▶ Work to complete
Each line of the data that includes the string "rows" is to be copied out.

Stored data

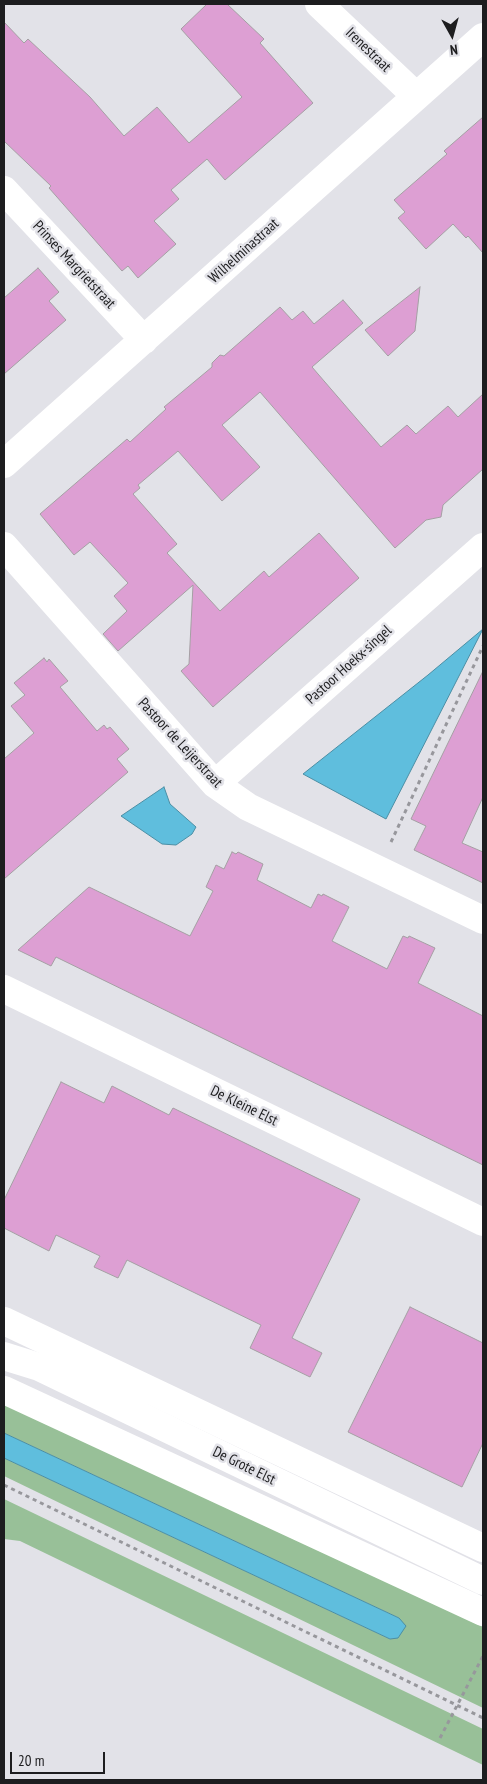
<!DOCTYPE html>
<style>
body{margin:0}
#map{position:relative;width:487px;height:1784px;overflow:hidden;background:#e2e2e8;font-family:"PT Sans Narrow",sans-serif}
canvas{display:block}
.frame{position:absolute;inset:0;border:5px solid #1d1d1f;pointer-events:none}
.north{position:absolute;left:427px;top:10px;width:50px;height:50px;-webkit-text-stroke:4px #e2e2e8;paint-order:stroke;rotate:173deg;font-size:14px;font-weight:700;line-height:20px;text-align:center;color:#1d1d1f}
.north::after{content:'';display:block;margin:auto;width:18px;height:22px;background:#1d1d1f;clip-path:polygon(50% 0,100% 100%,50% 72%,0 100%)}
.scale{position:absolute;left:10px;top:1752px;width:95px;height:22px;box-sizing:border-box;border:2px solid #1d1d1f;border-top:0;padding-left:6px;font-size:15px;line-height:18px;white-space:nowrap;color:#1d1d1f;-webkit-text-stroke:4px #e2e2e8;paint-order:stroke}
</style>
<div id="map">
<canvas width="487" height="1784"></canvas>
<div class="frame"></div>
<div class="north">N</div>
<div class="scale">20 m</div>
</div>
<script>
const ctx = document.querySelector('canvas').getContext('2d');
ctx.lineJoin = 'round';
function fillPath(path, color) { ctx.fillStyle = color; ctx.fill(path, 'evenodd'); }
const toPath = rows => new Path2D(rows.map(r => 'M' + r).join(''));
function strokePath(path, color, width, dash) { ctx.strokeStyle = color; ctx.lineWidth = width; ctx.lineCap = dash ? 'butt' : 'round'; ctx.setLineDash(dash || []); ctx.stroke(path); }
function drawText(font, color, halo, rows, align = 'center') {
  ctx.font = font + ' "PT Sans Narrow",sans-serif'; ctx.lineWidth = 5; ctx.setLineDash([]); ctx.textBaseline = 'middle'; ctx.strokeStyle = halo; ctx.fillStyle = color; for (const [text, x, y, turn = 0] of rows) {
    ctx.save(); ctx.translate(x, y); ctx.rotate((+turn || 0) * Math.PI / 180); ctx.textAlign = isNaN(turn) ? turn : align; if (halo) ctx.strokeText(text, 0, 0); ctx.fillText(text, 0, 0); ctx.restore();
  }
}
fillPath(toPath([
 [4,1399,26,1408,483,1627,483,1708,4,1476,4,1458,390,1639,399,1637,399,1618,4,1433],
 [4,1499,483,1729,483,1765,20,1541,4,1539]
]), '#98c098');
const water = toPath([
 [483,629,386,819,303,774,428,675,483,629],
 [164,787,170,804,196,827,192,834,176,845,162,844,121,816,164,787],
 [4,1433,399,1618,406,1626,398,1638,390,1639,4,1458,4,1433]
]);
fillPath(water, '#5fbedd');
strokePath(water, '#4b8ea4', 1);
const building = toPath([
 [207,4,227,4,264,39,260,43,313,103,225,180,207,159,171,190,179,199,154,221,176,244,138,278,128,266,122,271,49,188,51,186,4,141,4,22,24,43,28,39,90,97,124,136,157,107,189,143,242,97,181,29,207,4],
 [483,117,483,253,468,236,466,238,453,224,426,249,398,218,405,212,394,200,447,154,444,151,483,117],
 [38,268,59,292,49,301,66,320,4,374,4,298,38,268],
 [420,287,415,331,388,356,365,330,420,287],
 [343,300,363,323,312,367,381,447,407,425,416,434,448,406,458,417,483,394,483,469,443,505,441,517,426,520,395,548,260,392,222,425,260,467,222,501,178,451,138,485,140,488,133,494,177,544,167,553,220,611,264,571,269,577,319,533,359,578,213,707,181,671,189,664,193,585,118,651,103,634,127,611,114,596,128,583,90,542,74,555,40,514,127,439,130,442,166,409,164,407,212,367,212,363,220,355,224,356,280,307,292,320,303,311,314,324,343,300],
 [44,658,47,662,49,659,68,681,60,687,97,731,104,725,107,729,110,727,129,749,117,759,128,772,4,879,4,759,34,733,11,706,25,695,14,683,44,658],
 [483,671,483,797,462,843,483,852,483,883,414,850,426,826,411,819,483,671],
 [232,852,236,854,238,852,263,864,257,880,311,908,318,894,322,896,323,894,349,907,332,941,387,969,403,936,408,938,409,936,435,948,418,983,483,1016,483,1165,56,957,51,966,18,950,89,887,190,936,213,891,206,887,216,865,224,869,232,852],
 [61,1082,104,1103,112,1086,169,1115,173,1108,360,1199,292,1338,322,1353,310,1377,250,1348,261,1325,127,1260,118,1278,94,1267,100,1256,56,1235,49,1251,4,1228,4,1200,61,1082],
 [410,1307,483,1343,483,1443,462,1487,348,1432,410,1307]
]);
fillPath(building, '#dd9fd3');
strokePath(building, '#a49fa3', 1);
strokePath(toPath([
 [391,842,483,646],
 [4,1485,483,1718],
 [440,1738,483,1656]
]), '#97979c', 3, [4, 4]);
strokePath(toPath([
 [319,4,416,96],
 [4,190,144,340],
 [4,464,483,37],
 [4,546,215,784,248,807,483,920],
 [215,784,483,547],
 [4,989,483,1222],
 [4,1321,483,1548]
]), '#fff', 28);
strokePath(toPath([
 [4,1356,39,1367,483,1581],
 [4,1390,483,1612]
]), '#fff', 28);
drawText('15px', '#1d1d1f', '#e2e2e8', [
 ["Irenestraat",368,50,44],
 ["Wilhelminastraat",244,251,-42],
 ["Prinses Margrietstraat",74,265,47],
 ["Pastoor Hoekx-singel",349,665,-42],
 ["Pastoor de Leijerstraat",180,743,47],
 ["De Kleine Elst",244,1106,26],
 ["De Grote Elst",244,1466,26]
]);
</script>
--
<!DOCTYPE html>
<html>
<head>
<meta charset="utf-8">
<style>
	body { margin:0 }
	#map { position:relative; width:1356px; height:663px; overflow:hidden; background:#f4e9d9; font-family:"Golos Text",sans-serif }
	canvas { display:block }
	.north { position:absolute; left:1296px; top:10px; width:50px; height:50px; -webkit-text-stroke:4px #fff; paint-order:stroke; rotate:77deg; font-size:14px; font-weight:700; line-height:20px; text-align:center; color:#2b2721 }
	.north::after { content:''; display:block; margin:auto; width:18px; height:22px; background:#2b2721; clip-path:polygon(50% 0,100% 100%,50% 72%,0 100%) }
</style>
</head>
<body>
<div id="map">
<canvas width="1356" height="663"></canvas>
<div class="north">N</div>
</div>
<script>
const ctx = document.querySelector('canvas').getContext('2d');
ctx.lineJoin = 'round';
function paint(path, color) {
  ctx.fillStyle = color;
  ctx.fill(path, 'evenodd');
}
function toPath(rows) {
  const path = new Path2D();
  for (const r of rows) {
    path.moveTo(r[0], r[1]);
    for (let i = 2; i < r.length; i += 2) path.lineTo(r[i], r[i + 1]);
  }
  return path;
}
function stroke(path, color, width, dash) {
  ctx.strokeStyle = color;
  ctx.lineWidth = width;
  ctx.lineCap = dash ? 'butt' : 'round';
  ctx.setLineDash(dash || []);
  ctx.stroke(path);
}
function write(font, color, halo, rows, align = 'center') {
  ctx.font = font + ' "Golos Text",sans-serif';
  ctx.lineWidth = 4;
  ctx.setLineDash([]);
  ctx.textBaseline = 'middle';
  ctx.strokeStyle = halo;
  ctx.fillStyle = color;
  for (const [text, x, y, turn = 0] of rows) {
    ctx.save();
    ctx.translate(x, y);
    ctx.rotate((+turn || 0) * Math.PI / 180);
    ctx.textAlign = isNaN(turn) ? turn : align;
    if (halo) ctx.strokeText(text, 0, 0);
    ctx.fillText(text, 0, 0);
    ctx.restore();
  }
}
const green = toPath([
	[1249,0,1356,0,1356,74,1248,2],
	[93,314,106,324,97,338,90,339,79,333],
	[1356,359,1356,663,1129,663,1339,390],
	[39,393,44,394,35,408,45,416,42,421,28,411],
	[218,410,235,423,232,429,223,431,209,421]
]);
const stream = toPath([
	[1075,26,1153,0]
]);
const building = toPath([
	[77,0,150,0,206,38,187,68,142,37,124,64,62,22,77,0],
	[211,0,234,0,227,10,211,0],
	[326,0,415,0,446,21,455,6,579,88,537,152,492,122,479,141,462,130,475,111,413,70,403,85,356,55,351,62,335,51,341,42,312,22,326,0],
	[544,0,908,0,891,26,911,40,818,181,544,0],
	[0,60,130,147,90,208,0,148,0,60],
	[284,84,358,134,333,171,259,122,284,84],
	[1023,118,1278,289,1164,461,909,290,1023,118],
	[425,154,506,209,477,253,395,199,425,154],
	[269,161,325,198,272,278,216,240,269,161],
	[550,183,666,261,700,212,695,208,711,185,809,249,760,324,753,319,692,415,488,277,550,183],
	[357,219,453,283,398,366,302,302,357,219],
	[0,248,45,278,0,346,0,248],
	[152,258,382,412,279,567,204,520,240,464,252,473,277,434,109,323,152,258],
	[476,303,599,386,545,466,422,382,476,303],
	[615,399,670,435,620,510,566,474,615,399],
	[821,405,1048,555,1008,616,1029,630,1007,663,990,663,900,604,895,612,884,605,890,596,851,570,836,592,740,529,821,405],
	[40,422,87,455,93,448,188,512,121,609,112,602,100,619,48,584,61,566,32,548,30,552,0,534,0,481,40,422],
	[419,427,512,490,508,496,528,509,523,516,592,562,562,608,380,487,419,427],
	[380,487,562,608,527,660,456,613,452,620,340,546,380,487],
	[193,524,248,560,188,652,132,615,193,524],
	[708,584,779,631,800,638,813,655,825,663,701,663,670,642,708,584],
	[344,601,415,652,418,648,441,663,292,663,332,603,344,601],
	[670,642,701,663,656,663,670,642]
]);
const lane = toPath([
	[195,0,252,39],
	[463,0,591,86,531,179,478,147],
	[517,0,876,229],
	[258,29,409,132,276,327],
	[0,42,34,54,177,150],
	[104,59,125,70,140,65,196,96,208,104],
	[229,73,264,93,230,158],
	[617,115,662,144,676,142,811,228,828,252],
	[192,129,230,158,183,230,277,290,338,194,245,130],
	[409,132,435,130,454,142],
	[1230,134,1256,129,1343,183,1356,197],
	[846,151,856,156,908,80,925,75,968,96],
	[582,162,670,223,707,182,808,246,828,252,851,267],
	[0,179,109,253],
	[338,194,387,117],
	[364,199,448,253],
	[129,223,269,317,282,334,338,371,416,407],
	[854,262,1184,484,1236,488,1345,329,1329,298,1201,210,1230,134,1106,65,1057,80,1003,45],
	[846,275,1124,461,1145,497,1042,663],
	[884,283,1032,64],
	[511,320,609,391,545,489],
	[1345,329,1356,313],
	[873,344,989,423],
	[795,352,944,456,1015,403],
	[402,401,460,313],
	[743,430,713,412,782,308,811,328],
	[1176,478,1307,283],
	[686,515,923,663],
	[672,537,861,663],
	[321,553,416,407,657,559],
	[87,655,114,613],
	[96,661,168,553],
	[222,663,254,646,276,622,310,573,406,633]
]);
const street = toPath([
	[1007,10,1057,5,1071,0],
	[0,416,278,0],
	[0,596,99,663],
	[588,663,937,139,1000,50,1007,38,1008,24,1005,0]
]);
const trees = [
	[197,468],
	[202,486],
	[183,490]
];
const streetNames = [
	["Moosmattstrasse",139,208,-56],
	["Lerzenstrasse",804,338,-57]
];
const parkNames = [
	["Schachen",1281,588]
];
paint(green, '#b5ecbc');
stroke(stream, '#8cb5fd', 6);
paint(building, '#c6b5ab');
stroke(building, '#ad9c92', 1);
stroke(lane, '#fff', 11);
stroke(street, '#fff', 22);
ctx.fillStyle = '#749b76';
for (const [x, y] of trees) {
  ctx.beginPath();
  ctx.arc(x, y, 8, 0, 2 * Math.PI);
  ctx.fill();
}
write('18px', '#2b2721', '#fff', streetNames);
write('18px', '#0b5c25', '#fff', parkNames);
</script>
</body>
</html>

▶ Your solution
const toPath = rows => new Path2D(rows.map(r => 'M' + r).join(''));
function drawText(font, color, halo, rows, align = 'center') {
  ctx.font = font + ' "PT Sans Narrow",sans-serif'; ctx.lineWidth = 5; ctx.setLineDash([]); ctx.textBaseline = 'middle'; ctx.strokeStyle = halo; ctx.fillStyle = color; for (const [text, x, y, turn = 0] of rows) {
function toPath(rows) {
  for (const r of rows) {
function write(font, color, halo, rows, align = 'center') {
  for (const [text, x, y, turn = 0] of rows) {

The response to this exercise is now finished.